L’Éthiopie lance son premier poste de police intelligent
mardi 10 février 2026
A travers sa stratégie « Digital Ethiopia 2030 », le pays mise sur l’intégration du numérique dans tous les secteurs pour soutenir le développement socio-économique. Des initiatives ont déjà été menées dans les secteurs de la santé ou de l’agriculture.

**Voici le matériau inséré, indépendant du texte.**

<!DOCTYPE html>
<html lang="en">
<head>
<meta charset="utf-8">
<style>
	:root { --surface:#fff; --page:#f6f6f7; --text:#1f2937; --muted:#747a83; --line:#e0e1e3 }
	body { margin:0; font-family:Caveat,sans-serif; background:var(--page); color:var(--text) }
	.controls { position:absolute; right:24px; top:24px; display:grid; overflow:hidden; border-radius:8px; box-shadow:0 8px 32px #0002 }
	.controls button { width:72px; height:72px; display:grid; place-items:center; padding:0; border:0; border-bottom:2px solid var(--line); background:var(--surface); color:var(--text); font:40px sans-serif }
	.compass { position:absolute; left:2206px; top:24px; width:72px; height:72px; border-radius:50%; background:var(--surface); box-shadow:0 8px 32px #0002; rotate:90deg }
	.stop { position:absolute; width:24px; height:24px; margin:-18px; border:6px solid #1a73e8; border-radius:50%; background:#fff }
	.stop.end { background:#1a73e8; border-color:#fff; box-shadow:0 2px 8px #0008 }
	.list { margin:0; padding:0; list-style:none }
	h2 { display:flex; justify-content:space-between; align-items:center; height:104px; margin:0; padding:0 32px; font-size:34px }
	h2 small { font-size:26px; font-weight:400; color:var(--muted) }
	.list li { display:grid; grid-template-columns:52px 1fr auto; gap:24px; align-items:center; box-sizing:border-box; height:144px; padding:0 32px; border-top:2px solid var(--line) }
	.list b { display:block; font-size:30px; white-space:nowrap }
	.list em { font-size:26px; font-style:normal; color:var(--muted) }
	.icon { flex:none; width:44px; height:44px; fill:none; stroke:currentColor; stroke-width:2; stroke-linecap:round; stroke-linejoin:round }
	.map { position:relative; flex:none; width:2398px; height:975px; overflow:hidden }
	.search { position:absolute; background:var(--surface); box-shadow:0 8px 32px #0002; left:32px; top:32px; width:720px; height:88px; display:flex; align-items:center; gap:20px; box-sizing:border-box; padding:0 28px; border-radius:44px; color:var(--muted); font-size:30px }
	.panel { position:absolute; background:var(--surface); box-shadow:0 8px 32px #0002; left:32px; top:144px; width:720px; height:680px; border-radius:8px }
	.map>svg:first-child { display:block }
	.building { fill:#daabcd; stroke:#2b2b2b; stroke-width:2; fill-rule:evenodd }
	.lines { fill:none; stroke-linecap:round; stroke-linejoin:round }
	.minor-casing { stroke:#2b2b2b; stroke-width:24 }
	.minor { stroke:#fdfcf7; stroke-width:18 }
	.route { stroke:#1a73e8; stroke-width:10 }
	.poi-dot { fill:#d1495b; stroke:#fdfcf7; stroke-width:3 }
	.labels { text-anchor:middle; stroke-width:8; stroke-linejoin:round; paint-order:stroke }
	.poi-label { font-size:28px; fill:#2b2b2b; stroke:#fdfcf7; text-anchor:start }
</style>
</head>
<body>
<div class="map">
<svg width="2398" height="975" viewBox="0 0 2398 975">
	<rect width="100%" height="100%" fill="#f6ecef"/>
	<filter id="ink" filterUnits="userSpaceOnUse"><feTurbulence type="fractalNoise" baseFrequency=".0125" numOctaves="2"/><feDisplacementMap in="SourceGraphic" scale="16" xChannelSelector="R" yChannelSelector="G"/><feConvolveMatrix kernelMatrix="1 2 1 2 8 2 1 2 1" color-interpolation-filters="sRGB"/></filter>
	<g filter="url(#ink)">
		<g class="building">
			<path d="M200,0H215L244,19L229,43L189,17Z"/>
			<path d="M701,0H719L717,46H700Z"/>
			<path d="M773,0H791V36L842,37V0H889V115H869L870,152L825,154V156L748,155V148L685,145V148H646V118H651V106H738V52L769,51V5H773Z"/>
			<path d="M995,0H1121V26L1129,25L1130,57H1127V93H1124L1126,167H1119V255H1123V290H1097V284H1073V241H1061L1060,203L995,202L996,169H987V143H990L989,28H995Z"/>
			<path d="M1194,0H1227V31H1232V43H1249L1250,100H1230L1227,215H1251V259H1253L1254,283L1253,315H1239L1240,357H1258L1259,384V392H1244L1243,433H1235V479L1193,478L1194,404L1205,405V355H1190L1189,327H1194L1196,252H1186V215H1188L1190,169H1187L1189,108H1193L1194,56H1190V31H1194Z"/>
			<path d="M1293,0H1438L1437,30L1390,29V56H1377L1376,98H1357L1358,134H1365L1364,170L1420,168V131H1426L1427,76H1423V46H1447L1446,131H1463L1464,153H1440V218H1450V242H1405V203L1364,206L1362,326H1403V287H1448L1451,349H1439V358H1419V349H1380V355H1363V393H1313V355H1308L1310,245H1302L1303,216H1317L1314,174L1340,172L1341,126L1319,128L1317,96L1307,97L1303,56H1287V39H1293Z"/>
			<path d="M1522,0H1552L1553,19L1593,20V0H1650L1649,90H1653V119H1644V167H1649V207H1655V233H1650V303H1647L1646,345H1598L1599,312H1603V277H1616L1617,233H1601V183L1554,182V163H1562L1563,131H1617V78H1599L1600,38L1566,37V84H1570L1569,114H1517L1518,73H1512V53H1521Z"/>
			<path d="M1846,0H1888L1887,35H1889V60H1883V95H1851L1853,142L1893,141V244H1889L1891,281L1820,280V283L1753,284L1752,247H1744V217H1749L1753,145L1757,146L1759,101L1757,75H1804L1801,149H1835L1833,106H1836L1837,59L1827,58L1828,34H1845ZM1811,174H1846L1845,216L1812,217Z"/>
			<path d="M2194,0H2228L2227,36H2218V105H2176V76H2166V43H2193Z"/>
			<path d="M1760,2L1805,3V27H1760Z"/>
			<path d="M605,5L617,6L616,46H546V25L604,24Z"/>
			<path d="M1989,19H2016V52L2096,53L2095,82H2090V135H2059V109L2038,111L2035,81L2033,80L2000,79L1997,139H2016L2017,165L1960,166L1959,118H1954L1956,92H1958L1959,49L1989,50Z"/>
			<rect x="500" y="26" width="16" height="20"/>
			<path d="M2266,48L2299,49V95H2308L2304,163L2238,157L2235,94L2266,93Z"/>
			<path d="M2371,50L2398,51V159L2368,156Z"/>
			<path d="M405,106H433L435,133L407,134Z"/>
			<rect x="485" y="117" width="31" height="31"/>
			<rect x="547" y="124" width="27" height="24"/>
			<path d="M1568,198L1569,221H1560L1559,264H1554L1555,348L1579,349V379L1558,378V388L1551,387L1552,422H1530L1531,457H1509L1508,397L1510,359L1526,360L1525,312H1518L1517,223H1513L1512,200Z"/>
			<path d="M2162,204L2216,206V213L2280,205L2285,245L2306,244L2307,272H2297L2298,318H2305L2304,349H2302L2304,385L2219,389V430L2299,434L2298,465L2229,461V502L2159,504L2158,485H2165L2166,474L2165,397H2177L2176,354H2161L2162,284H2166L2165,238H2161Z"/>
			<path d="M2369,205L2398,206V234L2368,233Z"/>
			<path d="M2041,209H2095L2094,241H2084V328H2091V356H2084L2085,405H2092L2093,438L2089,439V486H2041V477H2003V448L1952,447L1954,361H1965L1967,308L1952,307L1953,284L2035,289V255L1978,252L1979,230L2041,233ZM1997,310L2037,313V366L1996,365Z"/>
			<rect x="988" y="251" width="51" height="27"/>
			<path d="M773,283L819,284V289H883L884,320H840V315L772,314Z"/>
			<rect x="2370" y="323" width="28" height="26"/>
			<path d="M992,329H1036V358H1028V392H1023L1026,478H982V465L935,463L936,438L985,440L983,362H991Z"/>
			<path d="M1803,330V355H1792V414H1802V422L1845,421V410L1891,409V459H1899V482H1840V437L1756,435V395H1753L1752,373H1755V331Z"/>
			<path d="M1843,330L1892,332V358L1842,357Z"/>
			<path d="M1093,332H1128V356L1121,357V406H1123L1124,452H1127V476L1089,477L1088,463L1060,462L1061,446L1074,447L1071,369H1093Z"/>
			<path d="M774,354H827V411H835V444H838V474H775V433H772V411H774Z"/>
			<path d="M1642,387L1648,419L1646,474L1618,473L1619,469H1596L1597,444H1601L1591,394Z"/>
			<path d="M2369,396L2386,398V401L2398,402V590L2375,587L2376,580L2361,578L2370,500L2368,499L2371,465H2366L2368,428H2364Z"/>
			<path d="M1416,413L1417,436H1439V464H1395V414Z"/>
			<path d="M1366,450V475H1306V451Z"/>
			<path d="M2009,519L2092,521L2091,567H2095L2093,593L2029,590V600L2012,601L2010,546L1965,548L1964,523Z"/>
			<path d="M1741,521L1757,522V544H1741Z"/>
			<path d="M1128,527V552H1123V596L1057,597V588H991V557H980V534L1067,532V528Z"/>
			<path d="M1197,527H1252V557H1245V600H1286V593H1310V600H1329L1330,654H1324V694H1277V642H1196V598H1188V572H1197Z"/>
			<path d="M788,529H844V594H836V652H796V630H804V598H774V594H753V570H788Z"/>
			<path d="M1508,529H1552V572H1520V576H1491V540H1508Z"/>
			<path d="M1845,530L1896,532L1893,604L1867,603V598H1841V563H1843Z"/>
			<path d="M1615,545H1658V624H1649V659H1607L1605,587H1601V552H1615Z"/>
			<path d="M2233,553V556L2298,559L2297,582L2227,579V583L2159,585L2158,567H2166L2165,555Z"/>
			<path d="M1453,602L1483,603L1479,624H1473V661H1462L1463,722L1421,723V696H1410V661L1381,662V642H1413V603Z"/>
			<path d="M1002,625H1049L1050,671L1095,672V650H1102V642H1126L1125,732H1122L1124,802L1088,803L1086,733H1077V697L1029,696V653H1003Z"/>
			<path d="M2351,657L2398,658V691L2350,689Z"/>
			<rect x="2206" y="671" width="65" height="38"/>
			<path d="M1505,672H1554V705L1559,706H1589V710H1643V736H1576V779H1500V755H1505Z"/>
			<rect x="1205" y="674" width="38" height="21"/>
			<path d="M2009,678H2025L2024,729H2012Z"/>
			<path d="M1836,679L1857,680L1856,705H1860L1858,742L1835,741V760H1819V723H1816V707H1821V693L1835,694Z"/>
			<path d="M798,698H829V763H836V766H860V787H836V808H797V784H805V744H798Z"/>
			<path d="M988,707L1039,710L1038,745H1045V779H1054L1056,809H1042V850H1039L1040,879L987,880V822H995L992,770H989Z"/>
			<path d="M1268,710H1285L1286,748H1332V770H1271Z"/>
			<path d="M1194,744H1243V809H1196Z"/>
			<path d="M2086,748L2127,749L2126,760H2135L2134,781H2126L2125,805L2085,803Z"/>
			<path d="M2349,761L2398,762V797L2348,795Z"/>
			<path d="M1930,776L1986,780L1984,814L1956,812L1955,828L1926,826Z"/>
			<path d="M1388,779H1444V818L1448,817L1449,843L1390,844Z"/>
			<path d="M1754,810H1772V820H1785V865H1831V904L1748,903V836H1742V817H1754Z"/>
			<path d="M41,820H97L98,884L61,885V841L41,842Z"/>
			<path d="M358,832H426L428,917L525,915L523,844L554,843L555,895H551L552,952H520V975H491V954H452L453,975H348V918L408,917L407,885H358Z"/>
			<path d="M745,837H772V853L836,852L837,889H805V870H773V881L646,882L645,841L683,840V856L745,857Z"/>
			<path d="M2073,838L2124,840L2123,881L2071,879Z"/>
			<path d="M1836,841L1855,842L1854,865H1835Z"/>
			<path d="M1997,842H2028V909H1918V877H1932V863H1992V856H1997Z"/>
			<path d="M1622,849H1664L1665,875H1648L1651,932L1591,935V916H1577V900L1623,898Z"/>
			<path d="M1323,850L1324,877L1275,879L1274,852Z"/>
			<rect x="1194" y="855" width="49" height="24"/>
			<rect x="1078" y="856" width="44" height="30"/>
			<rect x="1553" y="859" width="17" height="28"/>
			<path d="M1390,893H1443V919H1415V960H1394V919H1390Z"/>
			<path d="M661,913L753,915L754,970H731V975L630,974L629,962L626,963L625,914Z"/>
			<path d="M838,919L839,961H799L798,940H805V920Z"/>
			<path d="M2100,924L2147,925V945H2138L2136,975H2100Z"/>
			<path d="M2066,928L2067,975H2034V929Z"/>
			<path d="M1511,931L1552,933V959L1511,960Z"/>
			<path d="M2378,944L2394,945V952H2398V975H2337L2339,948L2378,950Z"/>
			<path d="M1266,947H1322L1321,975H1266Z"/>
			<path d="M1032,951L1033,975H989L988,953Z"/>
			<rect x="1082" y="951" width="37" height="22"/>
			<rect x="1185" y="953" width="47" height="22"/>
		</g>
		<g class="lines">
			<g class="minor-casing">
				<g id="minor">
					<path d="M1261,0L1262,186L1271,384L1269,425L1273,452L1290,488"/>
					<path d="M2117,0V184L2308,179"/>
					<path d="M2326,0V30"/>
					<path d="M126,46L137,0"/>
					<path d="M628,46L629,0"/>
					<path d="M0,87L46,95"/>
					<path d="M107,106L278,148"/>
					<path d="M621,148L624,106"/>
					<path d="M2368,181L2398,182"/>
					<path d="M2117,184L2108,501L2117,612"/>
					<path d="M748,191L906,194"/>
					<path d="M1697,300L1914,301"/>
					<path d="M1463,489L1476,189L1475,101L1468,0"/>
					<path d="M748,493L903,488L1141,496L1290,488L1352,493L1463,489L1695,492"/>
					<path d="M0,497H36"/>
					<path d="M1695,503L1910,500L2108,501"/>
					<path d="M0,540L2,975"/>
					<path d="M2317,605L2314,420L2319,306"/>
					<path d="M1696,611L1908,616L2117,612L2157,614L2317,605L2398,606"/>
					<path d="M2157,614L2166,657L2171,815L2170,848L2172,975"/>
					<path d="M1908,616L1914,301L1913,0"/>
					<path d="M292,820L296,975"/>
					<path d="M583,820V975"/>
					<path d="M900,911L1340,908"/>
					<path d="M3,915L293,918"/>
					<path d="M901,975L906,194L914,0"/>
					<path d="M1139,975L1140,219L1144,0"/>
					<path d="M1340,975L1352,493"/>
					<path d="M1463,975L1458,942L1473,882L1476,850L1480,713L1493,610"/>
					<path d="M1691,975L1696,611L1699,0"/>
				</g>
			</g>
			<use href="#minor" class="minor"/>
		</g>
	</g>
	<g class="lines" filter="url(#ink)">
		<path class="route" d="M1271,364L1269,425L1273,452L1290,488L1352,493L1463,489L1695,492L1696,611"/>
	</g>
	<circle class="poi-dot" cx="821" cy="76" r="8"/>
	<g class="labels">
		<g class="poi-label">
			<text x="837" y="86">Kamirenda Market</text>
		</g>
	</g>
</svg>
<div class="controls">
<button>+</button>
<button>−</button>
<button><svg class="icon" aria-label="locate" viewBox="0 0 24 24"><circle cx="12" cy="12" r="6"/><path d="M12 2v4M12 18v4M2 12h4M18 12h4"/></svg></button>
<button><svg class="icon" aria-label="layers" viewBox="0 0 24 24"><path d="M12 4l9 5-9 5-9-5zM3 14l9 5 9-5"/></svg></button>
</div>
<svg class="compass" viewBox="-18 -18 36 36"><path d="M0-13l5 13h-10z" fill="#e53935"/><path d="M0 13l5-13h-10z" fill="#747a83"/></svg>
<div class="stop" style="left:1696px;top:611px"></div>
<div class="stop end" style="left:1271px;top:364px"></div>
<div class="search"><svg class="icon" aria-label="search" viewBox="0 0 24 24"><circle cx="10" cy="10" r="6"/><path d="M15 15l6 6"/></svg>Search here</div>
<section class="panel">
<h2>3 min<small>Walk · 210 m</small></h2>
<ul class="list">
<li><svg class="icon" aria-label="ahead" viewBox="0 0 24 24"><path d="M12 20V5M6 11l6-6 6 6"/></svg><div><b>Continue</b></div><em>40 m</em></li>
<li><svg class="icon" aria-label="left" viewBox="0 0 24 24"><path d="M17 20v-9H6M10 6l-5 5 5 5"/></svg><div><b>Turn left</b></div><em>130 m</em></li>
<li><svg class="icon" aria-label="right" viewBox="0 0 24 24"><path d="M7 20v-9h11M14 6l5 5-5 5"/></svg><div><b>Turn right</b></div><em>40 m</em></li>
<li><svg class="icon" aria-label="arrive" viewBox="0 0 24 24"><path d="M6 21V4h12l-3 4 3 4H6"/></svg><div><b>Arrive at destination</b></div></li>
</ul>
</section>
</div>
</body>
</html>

Le Premier ministre de l’Éthiopie, Abiy Ahmed (photo, à droite), a inauguré le lundi 9 février le tout premier poste de police intelligent du pays, fonctionnant sans agents sur place. L’initiative vise à permettre aux citoyens d’accéder plus rapidement aux services de police grâce à la technologie, tout en renforçant la capacité de la police à intervenir rapidement et efficacement.
« Le lancement de ce service renforcera l’efficacité des réformes engagées pour rendre les institutions chargées de l’application de la loi plus performantes et compétitives, dans le cadre de l’initiative Digital Ethiopia 2030 », a déclaré le Premier ministre dans un communiqué publié sur les réseaux sociaux.
Le chef de la Police fédérale éthiopienne, le commissaire général Demelash Gebremichael (photo, à gauche), a expliqué que le poste de police intelligent permet de numériser les services policiers, offrant à la population la possibilité d’accéder facilement aux informations ou de signaler des délits, des accidents de la circulation et d’autres incidents, de manière autonome et sans contrainte.
Le poste de police numérique est équipé d’appareils numériques fonctionnant comme des guichets où les citoyens peuvent effectuer différentes démarches. Toutefois, il reste incertain si la population devra systématiquement se rendre dans ces postes pour accéder aux services ou si ceux-ci seront également disponibles via des applications mobiles sur smartphone.
Selon l’Ethiopian Broadcasting Corporation (EBC), les citoyens pourront signaler instantanément des crimes, accidents ou autres problèmes via un système entièrement automatisé, sans avoir besoin de se déplacer. Elle ajoute que la plateforme permettra de communiquer directement avec des responsables de haut rang et de suivre en temps réel l’évolution de son dossier depuis son téléphone.
Cette initiative soulève également des questions sur sa généralisation à l’échelle nationale, notamment pour garantir un accès proche des populations. Le fonctionnement continu du service dépendra d’une connexion Internet et d’une alimentation électrique fiables. Si le service est accessible à distance, la couverture réseau, la disponibilité d’appareils connectés et les compétences numériques des populations sont des facteurs à prendre en compte. La GSMA estimait qu’en 2023, près de 100 millions d’Éthiopiens n’avaient pas accès à l’Internet mobile.